Morgan Stanley has estimated that ETFs now account for nearly a quarter of the investment in emerging market equities. It is the ETFs that have led the scramble to quit those markets in the past couple of months.
The emerging market turmoil, coupled with the question mark over the outlook for China, isn’t good news for the developed world. It has been reliant on China (and, to a lesser degree, the developing economies) to provide modest levels of global growth.
The expansionary monetary policies of developed economies have also had domestic impacts, pushing up share prices and pushing down bond yields.
Last night in the US, there was a sell-off in equity markets and a tide of money flowed into US bonds.
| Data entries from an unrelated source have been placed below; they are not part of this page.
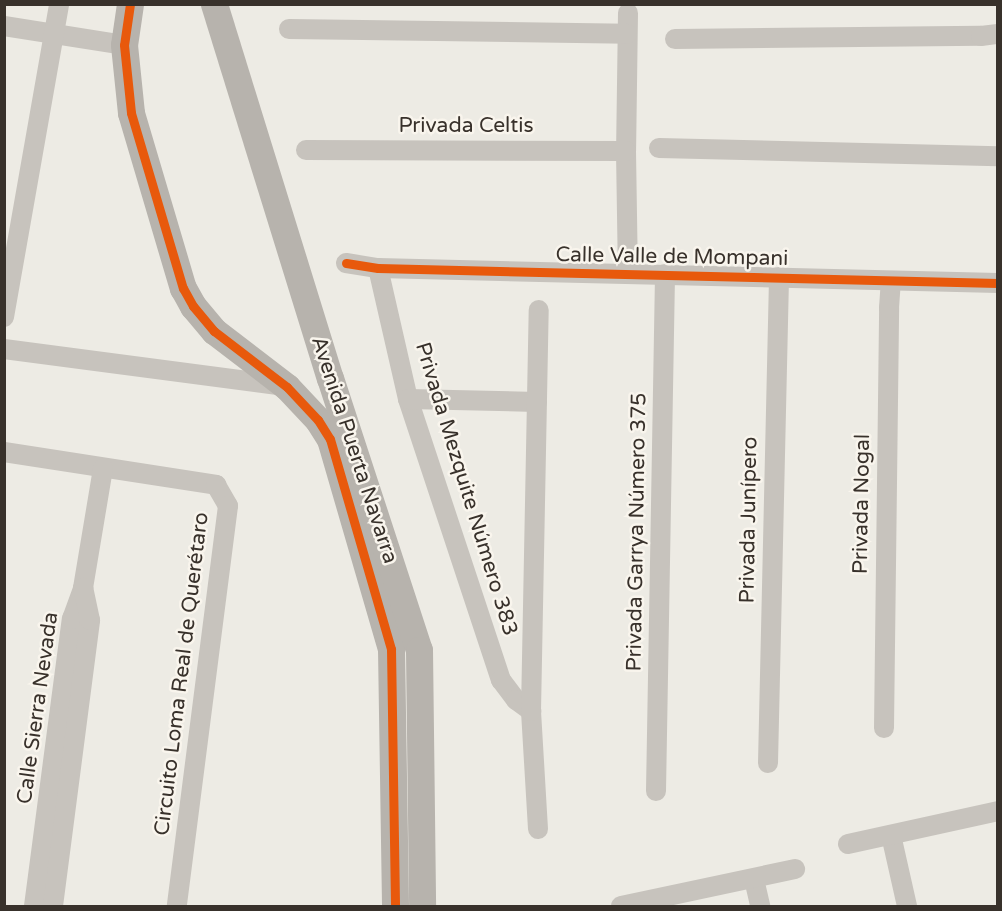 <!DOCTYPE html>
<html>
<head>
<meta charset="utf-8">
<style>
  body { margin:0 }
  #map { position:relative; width:1002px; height:911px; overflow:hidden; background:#edebe4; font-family:"Varela Round",sans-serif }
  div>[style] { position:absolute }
  .street>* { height:20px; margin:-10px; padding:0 10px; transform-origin:10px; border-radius:10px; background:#c7c3bd }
  .secondary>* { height:27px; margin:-13.5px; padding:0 13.5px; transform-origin:13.5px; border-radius:13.5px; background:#b7b3ad }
  .cycleway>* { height:9px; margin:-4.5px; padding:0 4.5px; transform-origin:4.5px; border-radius:4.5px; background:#e8590c }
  span { translate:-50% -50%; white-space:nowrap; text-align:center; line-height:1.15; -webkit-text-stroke:5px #f9f5ed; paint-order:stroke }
  .street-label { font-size:21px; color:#38312b }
  .frame { position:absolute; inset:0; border:6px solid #38312b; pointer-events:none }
</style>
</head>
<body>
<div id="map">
  <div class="street">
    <div style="left:628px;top:13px;width:138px;rotate:90.8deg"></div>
    <div style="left:626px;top:151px;width:123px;rotate:89.1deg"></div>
    <div style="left:4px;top:26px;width:121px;rotate:9deg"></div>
    <div style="left:289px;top:29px;width:338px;rotate:0.8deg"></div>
    <div style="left:675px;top:39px;width:306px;rotate:-0.6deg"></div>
    <div style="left:981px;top:36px;width:17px;rotate:-7deg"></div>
    <div style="left:659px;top:148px;width:339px;rotate:1.4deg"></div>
    <div style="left:306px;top:150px;width:320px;rotate:0.2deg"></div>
    <div style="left:346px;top:263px;width:32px;rotate:9deg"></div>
    <div style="left:378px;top:268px;width:620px;rotate:1.39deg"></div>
    <div style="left:378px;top:268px;width:134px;rotate:77.1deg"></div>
    <div style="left:408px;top:399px;width:296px;rotate:71.7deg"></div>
    <div style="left:501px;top:680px;width:25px;rotate:53deg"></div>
    <div style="left:516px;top:700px;width:19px;rotate:36deg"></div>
    <div style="left:4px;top:317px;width:318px;rotate:-80deg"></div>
    <div style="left:4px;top:349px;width:282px;rotate:7.5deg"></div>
    <div style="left:408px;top:399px;width:129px;rotate:1.3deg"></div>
    <div style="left:4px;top:452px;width:215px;rotate:8.8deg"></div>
    <div style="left:216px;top:485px;width:24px;rotate:60deg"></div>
    <div style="left:228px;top:506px;width:403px;rotate:97.3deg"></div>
    <div style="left:884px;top:728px;width:420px;rotate:-89.3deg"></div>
    <div style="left:889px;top:308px;width:27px;rotate:-86deg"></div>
    <div style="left:768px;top:763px;width:486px;rotate:-88.7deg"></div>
    <div style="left:656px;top:791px;width:517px;rotate:-89deg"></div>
    <div style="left:538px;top:829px;width:118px;rotate:-93.4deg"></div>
    <div style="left:531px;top:711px;width:401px;rotate:-88.9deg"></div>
    <div style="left:891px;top:835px;width:73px;rotate:77.3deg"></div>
    <div style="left:848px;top:844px;width:154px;rotate:-12.4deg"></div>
    <div style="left:754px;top:879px;width:28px;rotate:77deg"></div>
    <div style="left:34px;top:906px;width:290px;rotate:-82.5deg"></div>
    <div style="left:72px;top:619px;width:33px;rotate:-70deg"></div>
    <div style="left:83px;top:588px;width:121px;rotate:-80.5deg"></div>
    <div style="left:53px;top:906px;width:288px;rotate:-82.6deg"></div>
    <div style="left:90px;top:620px;width:33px;rotate:-102deg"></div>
    <div style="left:621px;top:906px;width:178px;rotate:-12deg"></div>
  </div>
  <div class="secondary">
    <div style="left:130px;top:4px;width:41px;rotate:98.3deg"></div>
    <div style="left:124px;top:45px;width:68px;rotate:84.1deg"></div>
    <div style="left:131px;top:113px;width:183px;rotate:73.5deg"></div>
    <div style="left:183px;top:288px;width:21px;rotate:61deg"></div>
    <div style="left:193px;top:306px;width:33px;rotate:50deg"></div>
    <div style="left:214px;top:331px;width:92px;rotate:37.5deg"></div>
    <div style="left:287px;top:387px;width:45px;rotate:46.8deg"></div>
    <div style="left:318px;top:420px;width:22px;rotate:58deg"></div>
    <div style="left:330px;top:439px;width:219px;rotate:73.8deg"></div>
    <div style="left:391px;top:649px;width:257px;rotate:89.1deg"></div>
    <div style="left:214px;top:4px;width:392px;rotate:72.8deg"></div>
    <div style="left:330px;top:378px;width:286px;rotate:71.9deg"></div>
    <div style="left:419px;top:650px;width:256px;rotate:89.3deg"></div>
  </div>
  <div class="cycleway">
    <div style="left:130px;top:4px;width:41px;rotate:98.3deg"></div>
    <div style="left:124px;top:45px;width:68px;rotate:84.1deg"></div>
    <div style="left:131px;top:113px;width:183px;rotate:73.5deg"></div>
    <div style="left:183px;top:288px;width:21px;rotate:61deg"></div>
    <div style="left:193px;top:306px;width:33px;rotate:50deg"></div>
    <div style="left:214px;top:331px;width:92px;rotate:37.5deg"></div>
    <div style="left:287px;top:387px;width:45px;rotate:46.8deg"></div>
    <div style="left:318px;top:420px;width:22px;rotate:58deg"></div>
    <div style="left:330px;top:439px;width:219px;rotate:73.8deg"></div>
    <div style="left:391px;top:649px;width:257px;rotate:89.1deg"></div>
    <div style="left:346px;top:263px;width:32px;rotate:9deg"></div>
    <div style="left:378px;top:268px;width:620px;rotate:1.39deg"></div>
  </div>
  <div class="street-label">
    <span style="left:466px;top:126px">Privada Celtis</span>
    <span style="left:672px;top:257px;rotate:1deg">Calle Valle de Mompani</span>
    <span style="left:354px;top:450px;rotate:72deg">Avenida Puerta Navarra</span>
    <span style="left:466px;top:489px;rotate:73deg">Privada Mezquite Número 383</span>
    <span style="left:862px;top:504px;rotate:-89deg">Privada Nogal</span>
    <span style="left:749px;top:520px;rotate:-89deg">Privada Junípero</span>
    <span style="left:637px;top:532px;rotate:-89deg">Privada Garrya Número 375</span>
    <span style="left:182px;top:674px;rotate:-83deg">Circuito Loma Real de Querétaro</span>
    <span style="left:38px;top:708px;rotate:-82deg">Calle Sierra Nevada</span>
  </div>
  <div class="frame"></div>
</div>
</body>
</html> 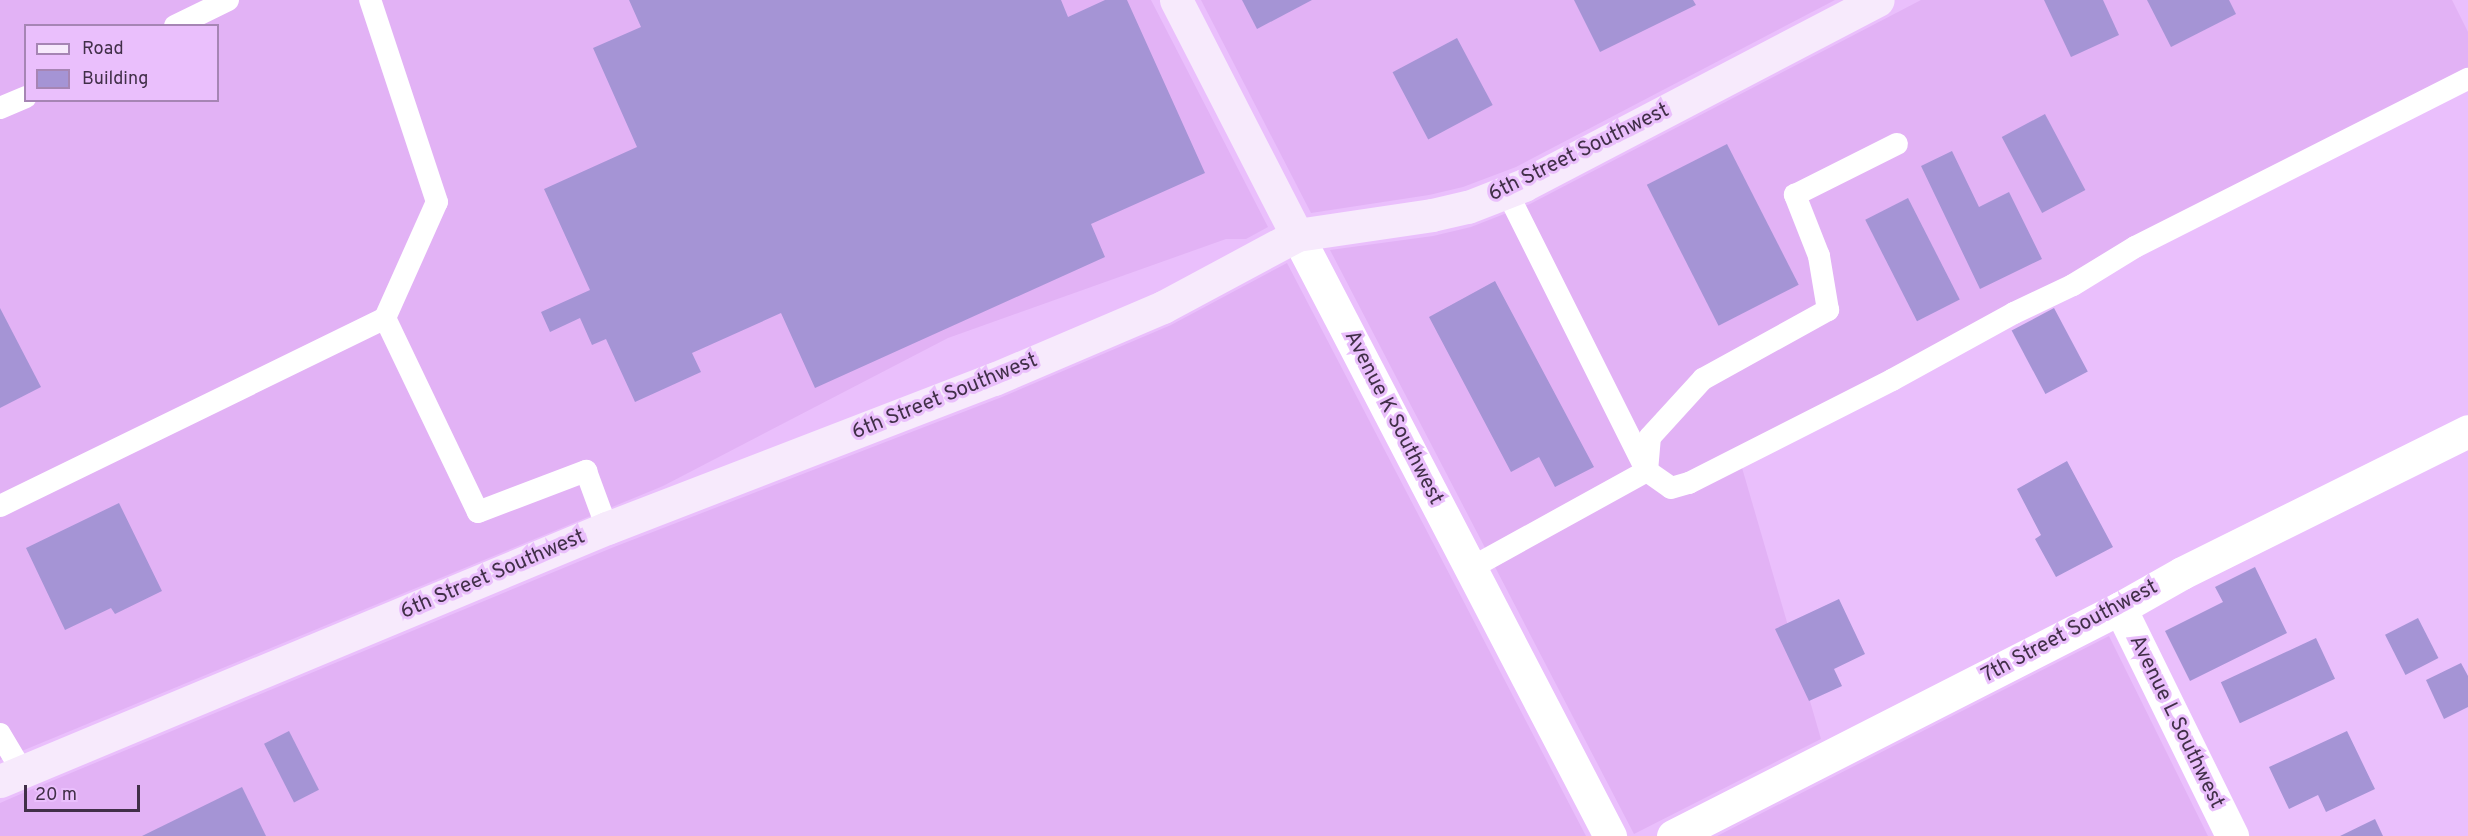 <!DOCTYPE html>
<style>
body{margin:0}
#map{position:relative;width:2468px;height:836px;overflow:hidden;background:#eabffc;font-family:Overpass,sans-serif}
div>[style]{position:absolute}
.built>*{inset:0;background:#e2b2f5}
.building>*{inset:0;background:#a594d5;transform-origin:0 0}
.lane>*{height:22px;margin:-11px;padding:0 11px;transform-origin:11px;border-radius:11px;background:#fff}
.street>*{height:33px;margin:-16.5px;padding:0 16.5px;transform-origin:16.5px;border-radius:16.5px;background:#fff}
.secondary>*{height:33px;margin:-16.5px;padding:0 16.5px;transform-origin:16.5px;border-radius:16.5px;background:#f7eafc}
span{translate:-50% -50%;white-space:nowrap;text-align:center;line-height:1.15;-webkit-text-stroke:6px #eabffc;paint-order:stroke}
.street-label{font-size:21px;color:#412f48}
.legend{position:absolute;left:24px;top:24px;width:195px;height:78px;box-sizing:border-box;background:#eabffc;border:2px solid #a685b4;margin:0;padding:8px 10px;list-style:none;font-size:18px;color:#412f48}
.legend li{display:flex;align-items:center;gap:12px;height:30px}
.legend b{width:30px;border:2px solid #a685b4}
.scale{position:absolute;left:24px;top:785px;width:116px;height:27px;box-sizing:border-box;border:3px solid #412f48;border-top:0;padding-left:8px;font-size:18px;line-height:21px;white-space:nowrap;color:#412f48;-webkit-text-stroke:4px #eabffc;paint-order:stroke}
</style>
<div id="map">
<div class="built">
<i style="clip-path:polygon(evenodd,0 0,1151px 0,1268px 227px,1246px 239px,1226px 239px,948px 338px,663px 486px,0 760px,0 0,26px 26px,218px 26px,218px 100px,26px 100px,26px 26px)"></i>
<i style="clip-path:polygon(1201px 0,1835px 0,1516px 167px,1463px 187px,1429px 195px,1311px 213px)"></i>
<i style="clip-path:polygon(1921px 0,2452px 0,2468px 32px,2468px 77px,1738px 454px,1821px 739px,1634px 834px,1330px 250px,1433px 236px,1471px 227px,1530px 204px)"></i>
<i style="clip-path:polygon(1287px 263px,1586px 836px,0 836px,0 803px,30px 790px,614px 547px,1002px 397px,1171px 325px)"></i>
<i style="clip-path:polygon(2109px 636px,2208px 836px,1717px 836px)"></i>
</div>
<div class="building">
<i style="clip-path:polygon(629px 0,1061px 0,1068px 17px,1105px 0,1127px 0,1205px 173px,1091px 224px,1105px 257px,815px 388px,781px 313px,692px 353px,701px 372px,635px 402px,606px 339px,592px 345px,580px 318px,550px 332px,541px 312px,590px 290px,544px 189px,637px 147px,593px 48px,641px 27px)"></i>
<i style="clip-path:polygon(1242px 0,1312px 0,1257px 29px)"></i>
<i style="clip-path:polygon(1574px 0,1693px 0,1696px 5px,1600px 52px)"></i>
<i style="clip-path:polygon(2044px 0,2103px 0,2119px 35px,2071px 57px)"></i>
<i style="clip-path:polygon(2147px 0,2229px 0,2236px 14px,2171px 47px)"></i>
<i style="left:1457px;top:38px;width:76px;height:73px;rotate:62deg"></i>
<i style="left:2045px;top:114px;width:86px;height:49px;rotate:62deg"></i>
<i style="left:1727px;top:144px;width:158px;height:90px;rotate:63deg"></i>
<i style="clip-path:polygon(1952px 151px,1979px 207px,2009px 192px,2042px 259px,1980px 289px,1921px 166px)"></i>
<i style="left:1908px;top:198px;width:114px;height:48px;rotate:63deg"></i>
<i style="clip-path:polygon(1495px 281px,1594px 467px,1555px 487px,1539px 457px,1511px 472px,1429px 317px)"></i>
<i style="clip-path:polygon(0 308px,41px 387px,0 408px)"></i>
<i style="left:2054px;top:308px;width:72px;height:48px;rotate:62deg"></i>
<i style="clip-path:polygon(2067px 461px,2113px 547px,2056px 577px,2035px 539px,2041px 535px,2017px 489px)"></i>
<i style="clip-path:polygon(119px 503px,162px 591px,115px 614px,111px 608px,65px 630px,26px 548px)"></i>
<i style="clip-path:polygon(2255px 567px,2287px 633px,2190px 681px,2165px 631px,2223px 602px,2215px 587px)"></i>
<i style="clip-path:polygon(1839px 599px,1865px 654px,1834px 669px,1842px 686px,1809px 701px,1775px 629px)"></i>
<i style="left:2418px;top:618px;width:45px;height:37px;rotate:63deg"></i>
<i style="left:2316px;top:638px;width:45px;height:105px;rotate:65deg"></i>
<i style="clip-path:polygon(2461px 663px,2468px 676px,2468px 707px,2444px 719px,2426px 680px)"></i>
<i style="left:289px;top:731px;width:66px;height:28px;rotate:63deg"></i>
<i style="clip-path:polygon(2347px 731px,2375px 789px,2326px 812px,2318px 795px,2289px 809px,2269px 767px)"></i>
<i style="clip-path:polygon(242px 787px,266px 836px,142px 836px)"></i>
<i style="clip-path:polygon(2375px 819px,2383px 836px,2340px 836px)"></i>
</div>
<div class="lane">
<i style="left:175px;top:26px;width:59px;rotate:-26.1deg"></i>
<i style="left:0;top:108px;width:28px;rotate:-23deg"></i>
<i style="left:1507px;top:192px;width:312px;rotate:63.4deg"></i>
<i style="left:1647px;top:471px;width:29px;rotate:35deg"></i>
<i style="left:1671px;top:488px;width:19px;rotate:-16deg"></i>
<i style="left:1689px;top:483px;width:228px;rotate:-26.9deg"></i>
<i style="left:1892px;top:380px;width:139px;rotate:-28.8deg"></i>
<i style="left:2014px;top:313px;width:65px;rotate:-25.4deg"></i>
<i style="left:2073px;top:285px;width:73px;rotate:-31.5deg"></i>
<i style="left:2135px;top:247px;width:373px;rotate:-26.8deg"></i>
<i style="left:385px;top:318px;width:215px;rotate:64.4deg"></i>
<i style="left:478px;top:512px;width:116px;rotate:-20.8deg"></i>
<i style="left:586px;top:471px;width:61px;rotate:69.8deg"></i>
<i style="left:0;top:506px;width:428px;rotate:-26deg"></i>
<i style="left:385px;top:318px;width:127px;rotate:-65.9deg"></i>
<i style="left:437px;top:202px;width:213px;rotate:-108.3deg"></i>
<i style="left:1471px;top:568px;width:201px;rotate:-28.9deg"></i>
<i style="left:1647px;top:471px;width:34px;rotate:-85deg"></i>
<i style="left:1650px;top:437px;width:79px;rotate:-47.6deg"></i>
<i style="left:1703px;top:379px;width:143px;rotate:-28.9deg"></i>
<i style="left:1828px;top:310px;width:55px;rotate:-99.5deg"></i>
<i style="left:1819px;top:256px;width:66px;rotate:-111.5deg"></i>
<i style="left:1795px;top:195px;width:114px;rotate:-26.6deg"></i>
<i style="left:0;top:734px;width:43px;rotate:59.3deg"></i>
</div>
<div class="street">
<i style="left:1297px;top:235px;width:678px;rotate:62.49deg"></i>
<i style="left:2120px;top:608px;width:254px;rotate:63.8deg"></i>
<i style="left:1673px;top:836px;width:502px;rotate:-27.02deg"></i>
<i style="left:2120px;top:608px;width:71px;rotate:-29.4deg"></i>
<i style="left:2182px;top:573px;width:319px;rotate:-26.4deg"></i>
</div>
<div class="secondary">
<i style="left:1176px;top:0;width:264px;rotate:62.8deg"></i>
<i style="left:0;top:781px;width:658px;rotate:-22.63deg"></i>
<i style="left:607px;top:528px;width:415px;rotate:-21.1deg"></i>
<i style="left:994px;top:379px;width:184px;rotate:-23.1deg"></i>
<i style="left:1163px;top:307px;width:152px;rotate:-28.2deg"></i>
<i style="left:1297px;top:235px;width:136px;rotate:-8.4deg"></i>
<i style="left:1432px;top:215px;width:37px;rotate:-13deg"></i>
<i style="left:1468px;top:207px;width:60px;rotate:-21.4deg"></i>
<i style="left:1524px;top:185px;width:399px;rotate:-27.6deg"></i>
</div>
<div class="street-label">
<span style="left:1579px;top:153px;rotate:-26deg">6th Street Southwest</span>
<span style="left:945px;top:397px;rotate:-22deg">6th Street Southwest</span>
<span style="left:1393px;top:418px;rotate:63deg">Avenue K Southwest</span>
<span style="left:493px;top:575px;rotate:-23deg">6th Street Southwest</span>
<span style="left:2070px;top:632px;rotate:-28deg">7th Street Southwest</span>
<span style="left:2176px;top:722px;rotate:64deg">Avenue L Southwest</span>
</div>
<ul class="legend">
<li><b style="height:8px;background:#f7eafc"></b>Road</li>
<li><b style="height:16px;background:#a594d5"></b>Building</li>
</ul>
<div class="scale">20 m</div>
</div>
Over-inflated equity markets could be regarded as another of the ‘bubbles’, which were the unintended consequence of five years of unconventional monetary policies in the developed world.
The instability in markets and economies comes at a particularly sensitive time for the eurozone, which has been showing some weak indicators of recovery.
In November, the European Central Bank takes over responsibility for supervising the eurozone’s banks in what the Europeans regard as a key post-crisis reform. In preparation for that takeover, the ECB plans a rigorous series of stress tests of the banks.
European banks are the biggest developed world lenders to emerging markets, with trillions of dollars of exposures.
Given there is an expectation that the ECB tests will reveal a substantial shortfall in eurozone banks’ capital adequacy – there are some estimates around the $150 billion mark but it wouldn’t surprise if the banks needed to raise significantly more than that – the last thing the Eurozone needs is another emerging markets financial and economic crisis. This would generate more bad and doubtful debts for already vulnerable balance sheets, and will require even more capital to meet the ECB’s capital adequacy requirements.
Given the opacity of capital flows in the post-crisis period, there was always going to be some uncertainty and volatility associated with even a gradual withdrawal/ tapering of the Fed’s massive injections of liquidity into bond and mortgage markets.
The early flow-on effects are disturbing and somewhat threatening – and not just for the developing world.